[Dataset records]
=-=-=-=-=

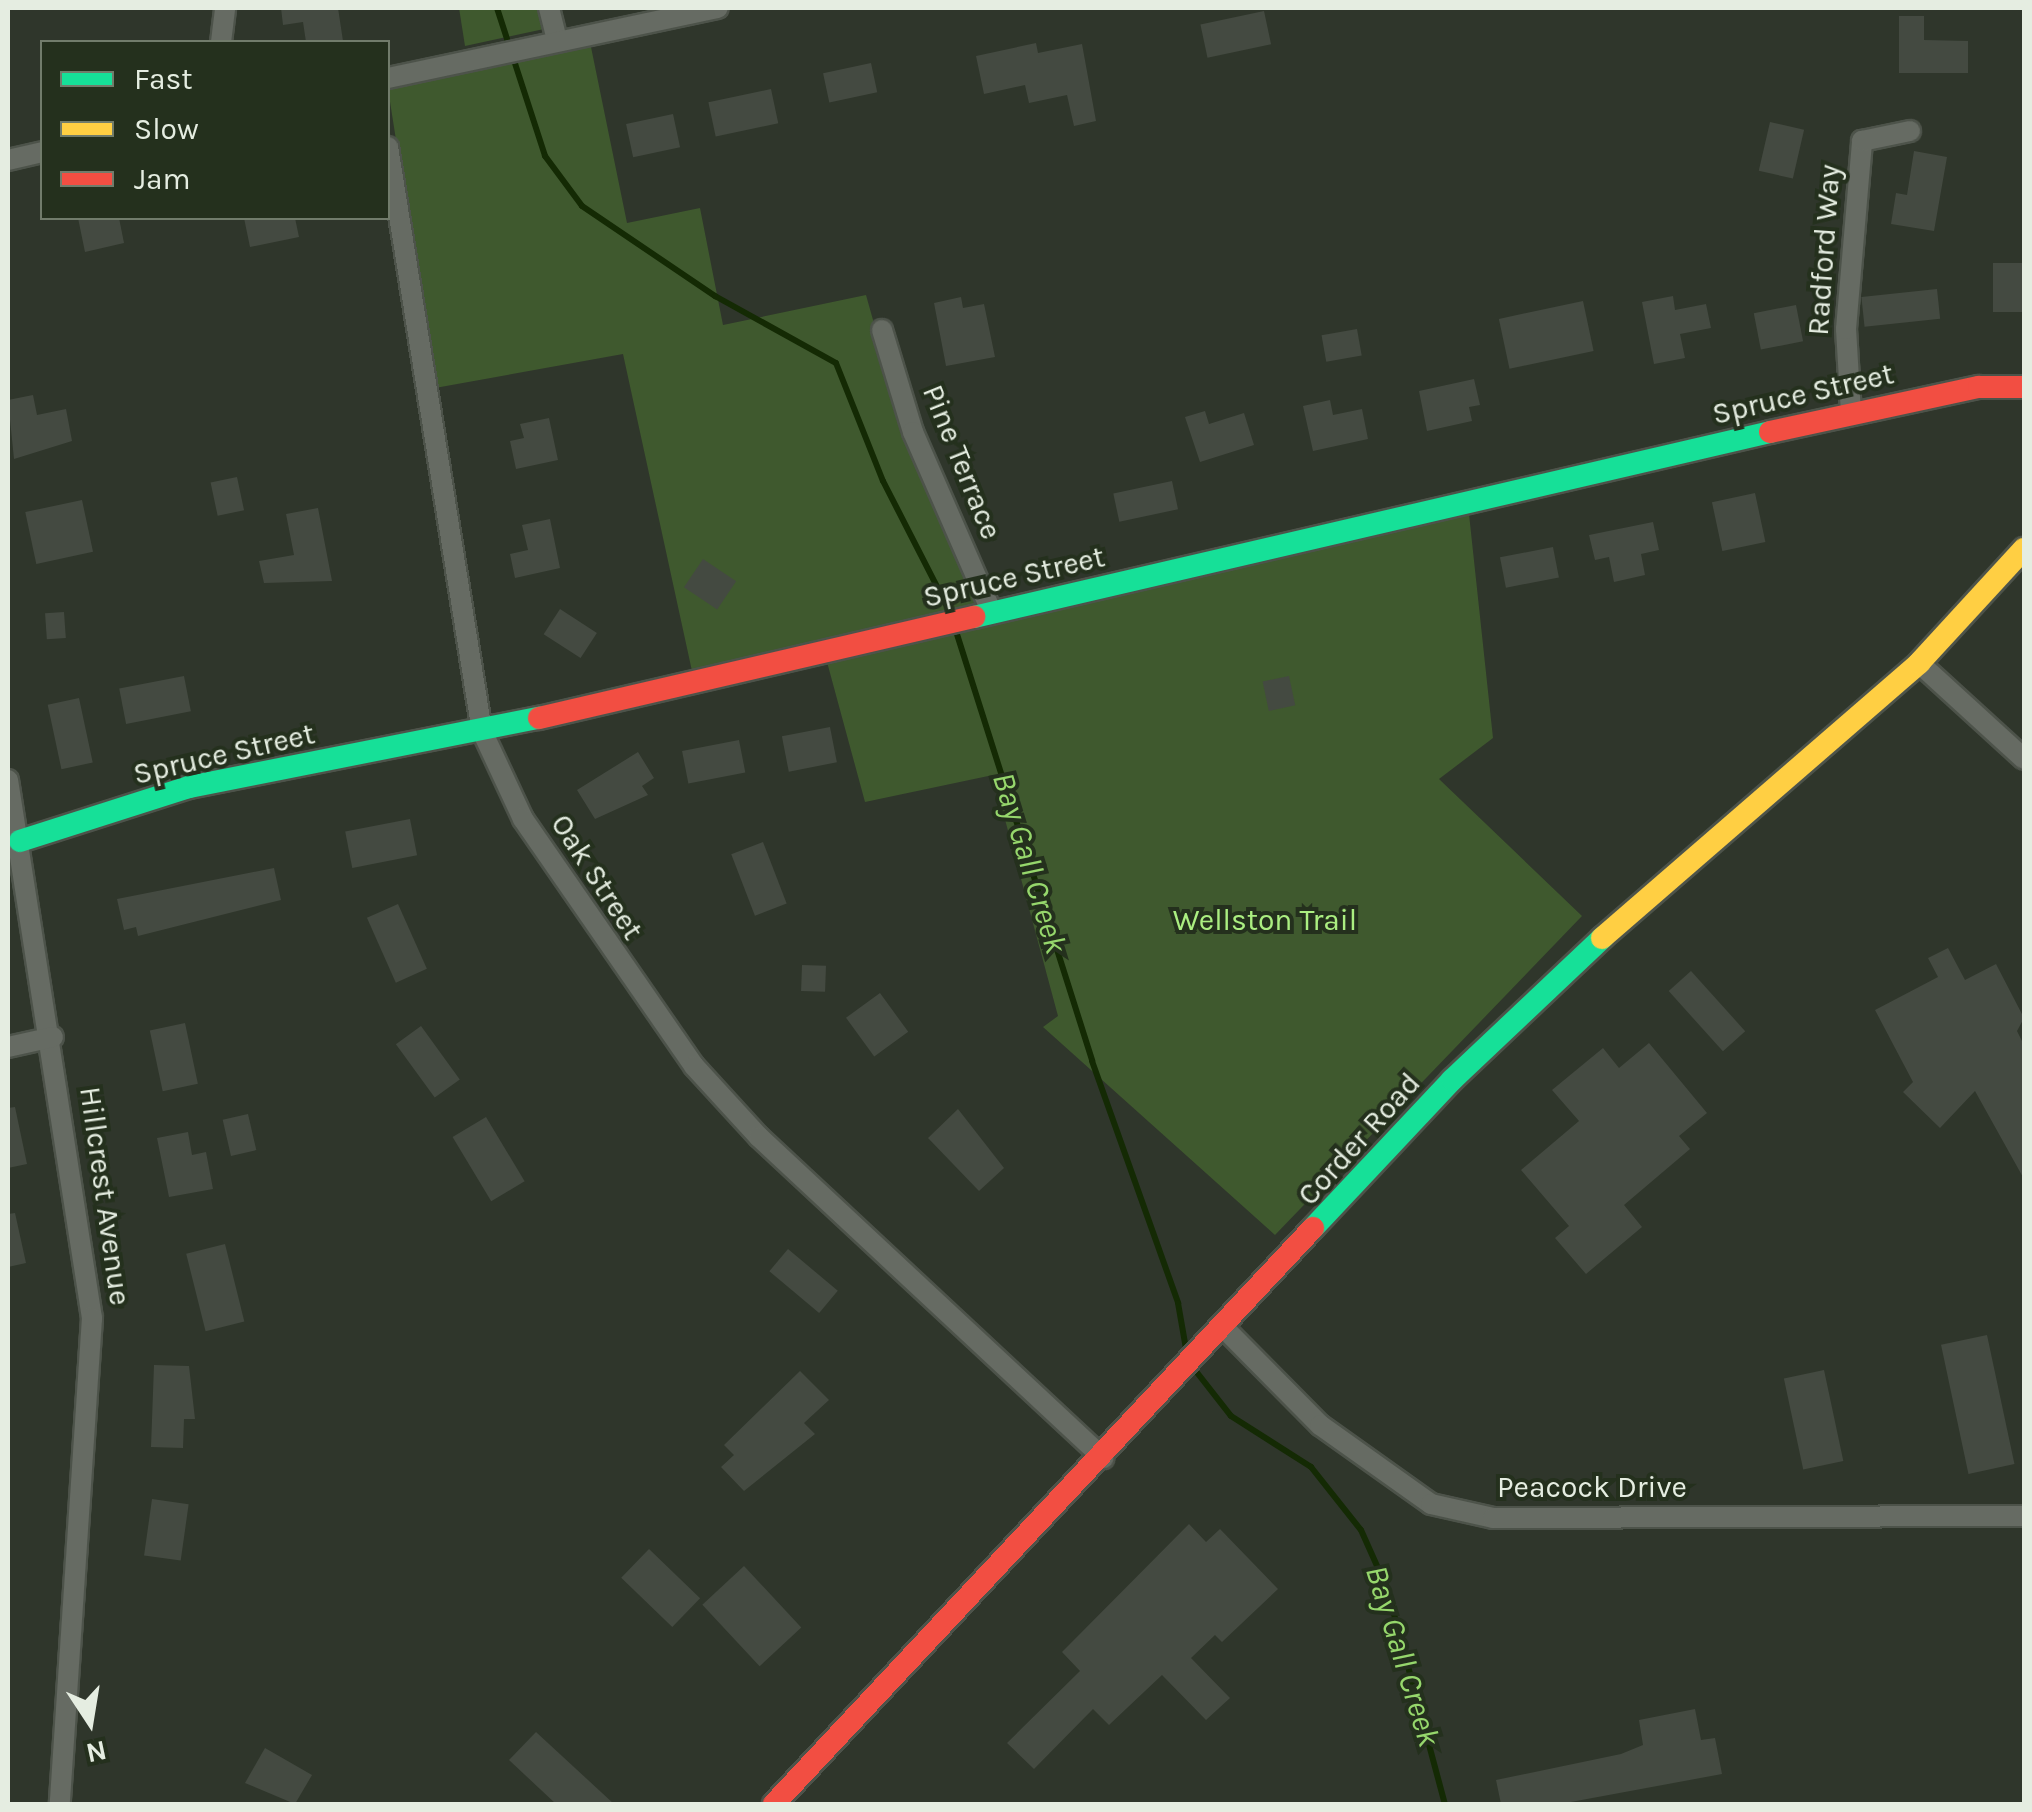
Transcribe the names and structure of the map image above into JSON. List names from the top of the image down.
{
  "streets": {
    "street": [
      "Radford Way",
      "Spruce Street",
      "Pine Terrace",
      "Oak Street",
      "Corder Road",
      "Hillcrest Avenue",
      "Peacock Drive"
    ]
  },
  "crossings": [
    ["Radford Way", "Spruce Street"],
    ["Spruce Street", "Pine Terrace"],
    ["Spruce Street", "Oak Street"],
    ["Spruce Street", "Hillcrest Avenue"],
    ["Oak Street", "Corder Road"],
    ["Corder Road", "Peacock Drive"]
  ],
  "water": ["Bay Gall Creek"],
  "parks": ["Wellston Trail"],
  "legend": ["Fast", "Slow", "Jam"],
  "north": "bottom"
}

=-=-=-=-=

# Work instruction
Write out every line above again exactly, with the pictures left out.

# Result
Transcribe the names and structure of the map image above into JSON. List names from the top of the image down.
{
  "streets": {
    "street": [
      "Radford Way",
      "Spruce Street",
      "Pine Terrace",
      "Oak Street",
      "Corder Road",
      "Hillcrest Avenue",
      "Peacock Drive"
    ]
  },
  "crossings": [
    ["Radford Way", "Spruce Street"],
    ["Spruce Street", "Pine Terrace"],
    ["Spruce Street", "Oak Street"],
    ["Spruce Street", "Hillcrest Avenue"],
    ["Oak Street", "Corder Road"],
    ["Corder Road", "Peacock Drive"]
  ],
  "water": ["Bay Gall Creek"],
  "parks": ["Wellston Trail"],
  "legend": ["Fast", "Slow", "Jam"],
  "north": "bottom"
}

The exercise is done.